Stored items:
* * *

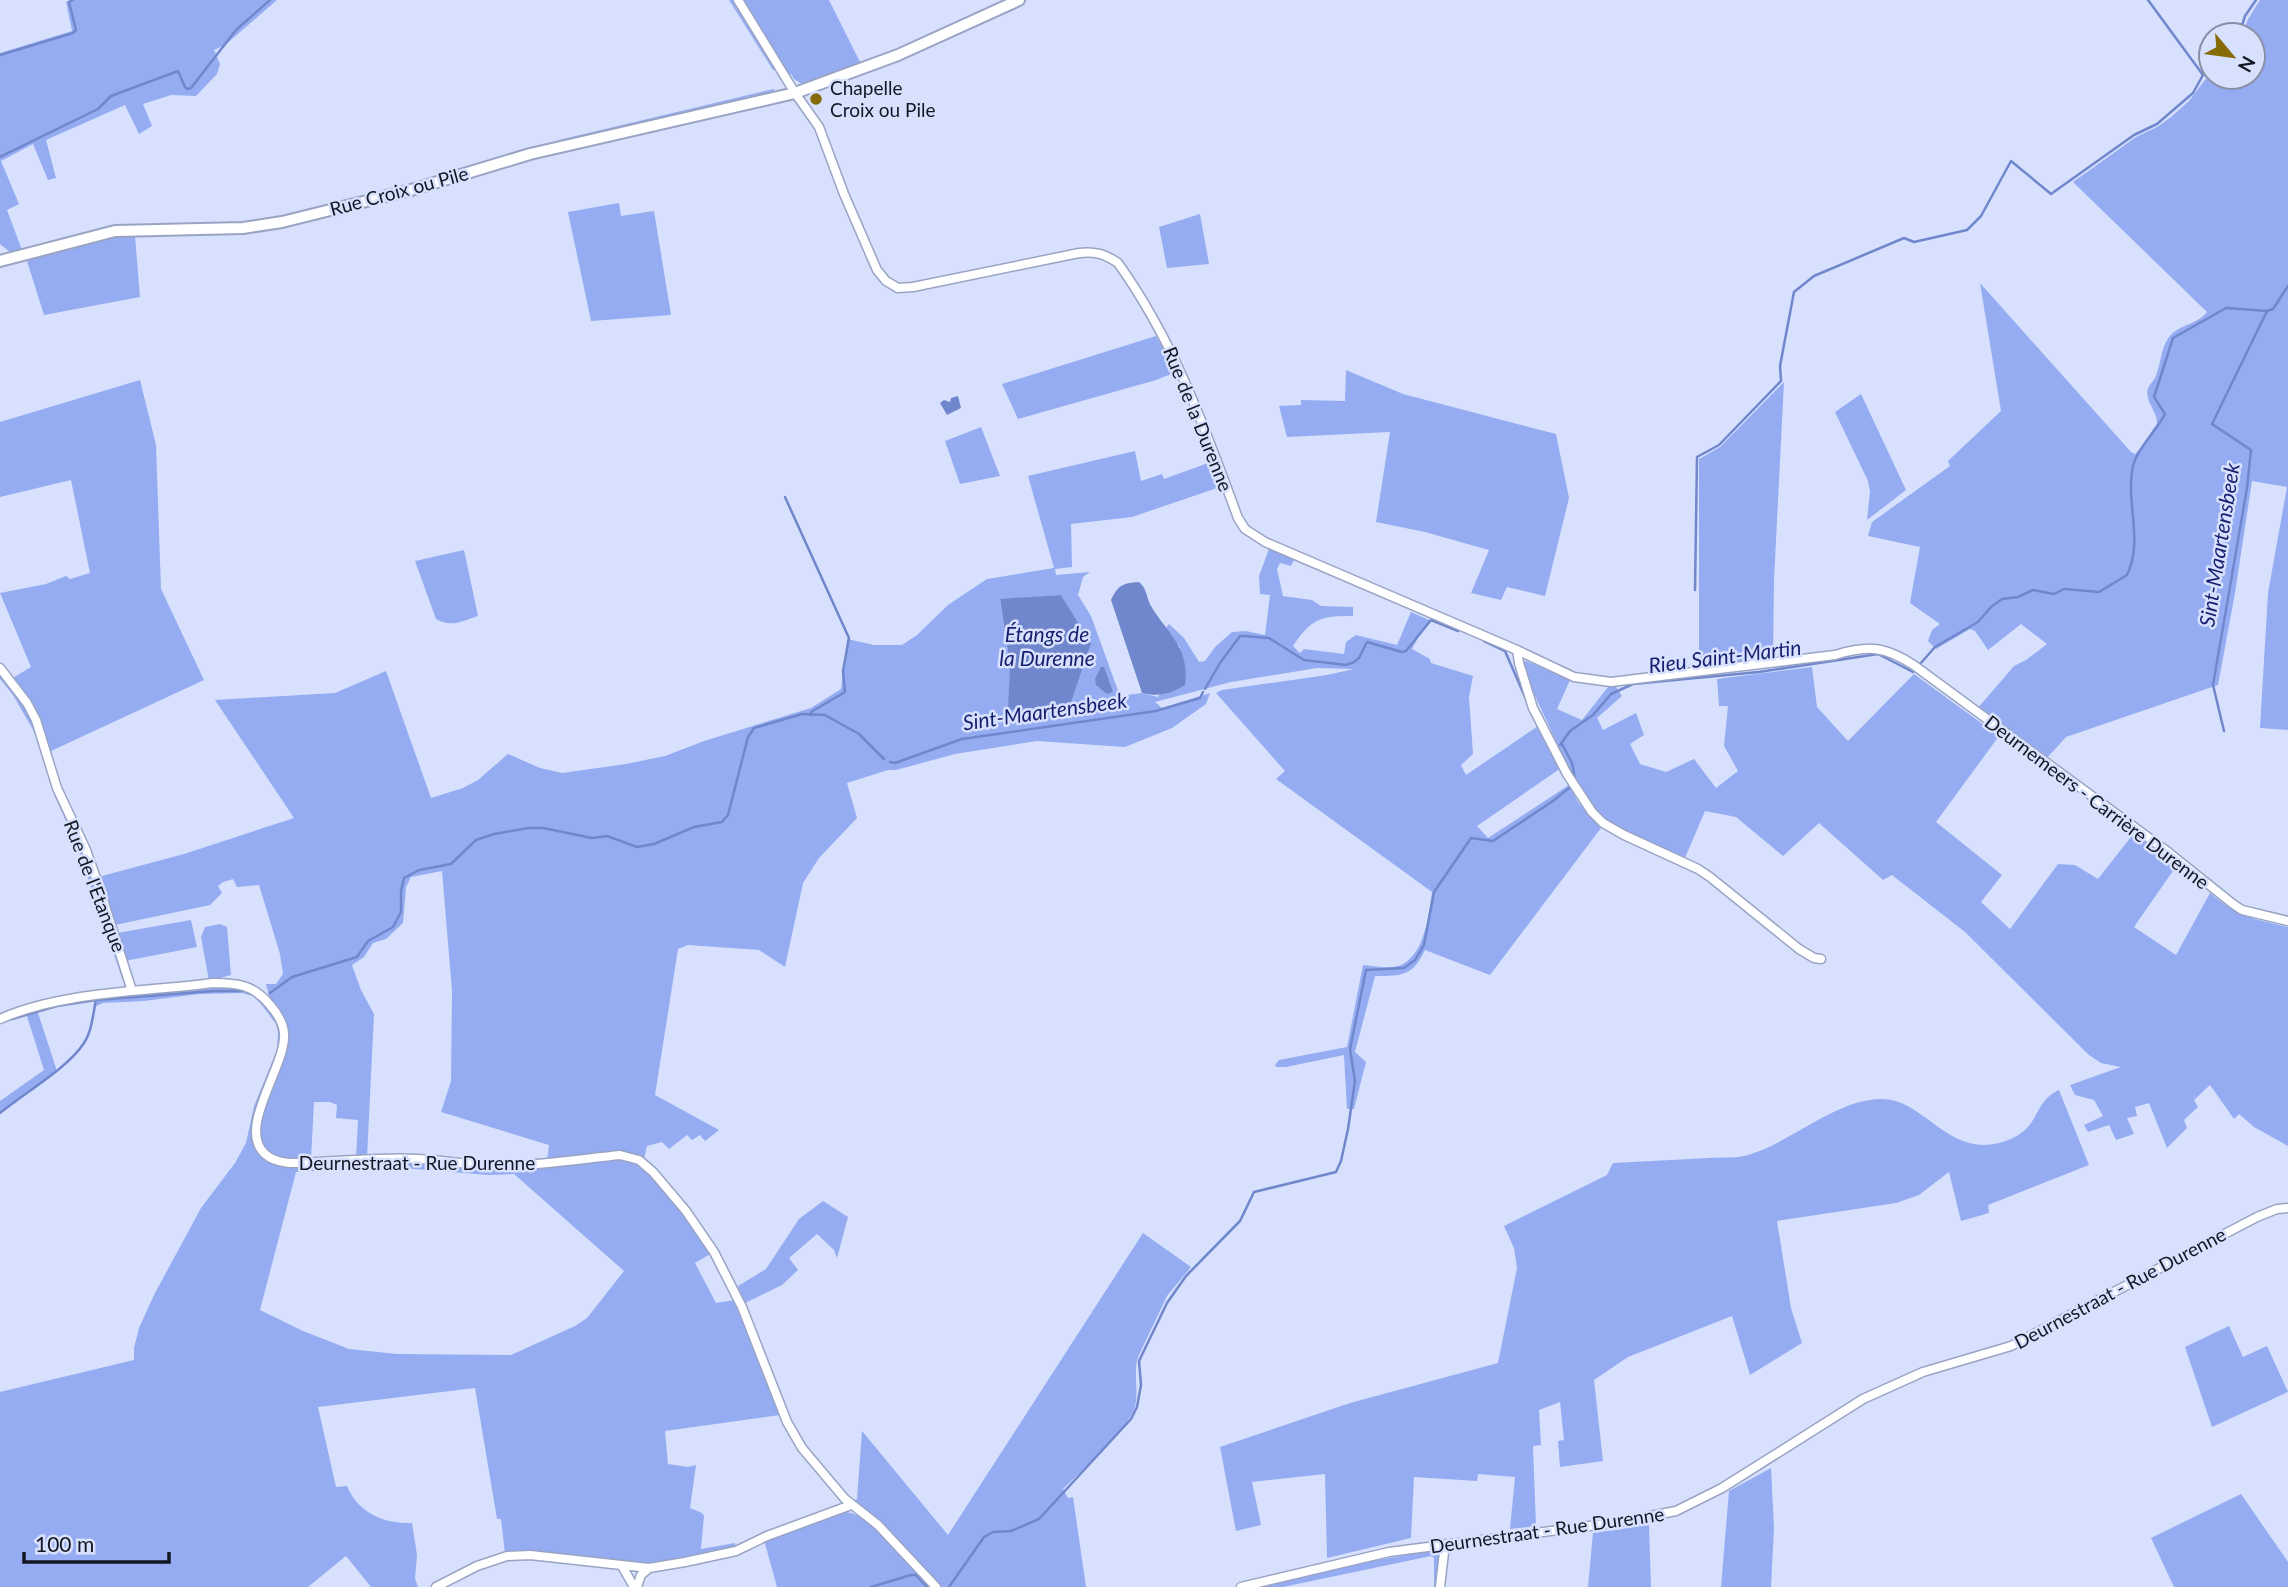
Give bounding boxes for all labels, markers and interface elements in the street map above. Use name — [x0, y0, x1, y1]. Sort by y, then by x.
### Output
north arrow — [2197, 21, 2267, 91]
text: N — [2234, 53, 2261, 76]
place label: Chapelle Croix ou Pile — [830, 76, 935, 121]
marker: Chapelle Croix ou Pile — [808, 91, 824, 107]
street label: Rue Croix ou Pile — [327, 161, 471, 220]
street label: Rue de la Durenne — [1159, 343, 1238, 495]
water label: Sint-Maartensbeek — [2193, 460, 2244, 628]
water label: Étangs de la Durenne — [999, 621, 1095, 670]
water label: Rieu Saint-Martin — [1647, 634, 1803, 677]
water label: Sint-Maartensbeek — [961, 686, 1129, 734]
street label: Deurnemeers - Carrière Durenne — [1981, 710, 2214, 893]
street label: Rue de l'Etanque — [60, 817, 131, 955]
street label: Deurnestraat - Rue Durenne — [299, 1151, 535, 1174]
street label: Deurnestraat - Rue Durenne — [2010, 1222, 2230, 1353]
street label: Deurnestraat - Rue Durenne — [1428, 1502, 1666, 1557]
scale bar — [24, 1520, 170, 1564]
text: 100 m — [35, 1531, 94, 1556]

* * *

*EXERCISE*: Print the data above exactly, minus pictures.

*SOLVED PROBLEM*:
Give bounding boxes for all labels, markers and interface elements in the street map above. Use name — [x0, y0, x1, y1]. Sort by y, then by x.
### Output
north arrow — [2197, 21, 2267, 91]
text: N — [2234, 53, 2261, 76]
place label: Chapelle Croix ou Pile — [830, 76, 935, 121]
marker: Chapelle Croix ou Pile — [808, 91, 824, 107]
street label: Rue Croix ou Pile — [327, 161, 471, 220]
street label: Rue de la Durenne — [1159, 343, 1238, 495]
water label: Sint-Maartensbeek — [2193, 460, 2244, 628]
water label: Étangs de la Durenne — [999, 621, 1095, 670]
water label: Rieu Saint-Martin — [1647, 634, 1803, 677]
water label: Sint-Maartensbeek — [961, 686, 1129, 734]
street label: Deurnemeers - Carrière Durenne — [1981, 710, 2214, 893]
street label: Rue de l'Etanque — [60, 817, 131, 955]
street label: Deurnestraat - Rue Durenne — [299, 1151, 535, 1174]
street label: Deurnestraat - Rue Durenne — [2010, 1222, 2230, 1353]
street label: Deurnestraat - Rue Durenne — [1428, 1502, 1666, 1557]
scale bar — [24, 1520, 170, 1564]
text: 100 m — [35, 1531, 94, 1556]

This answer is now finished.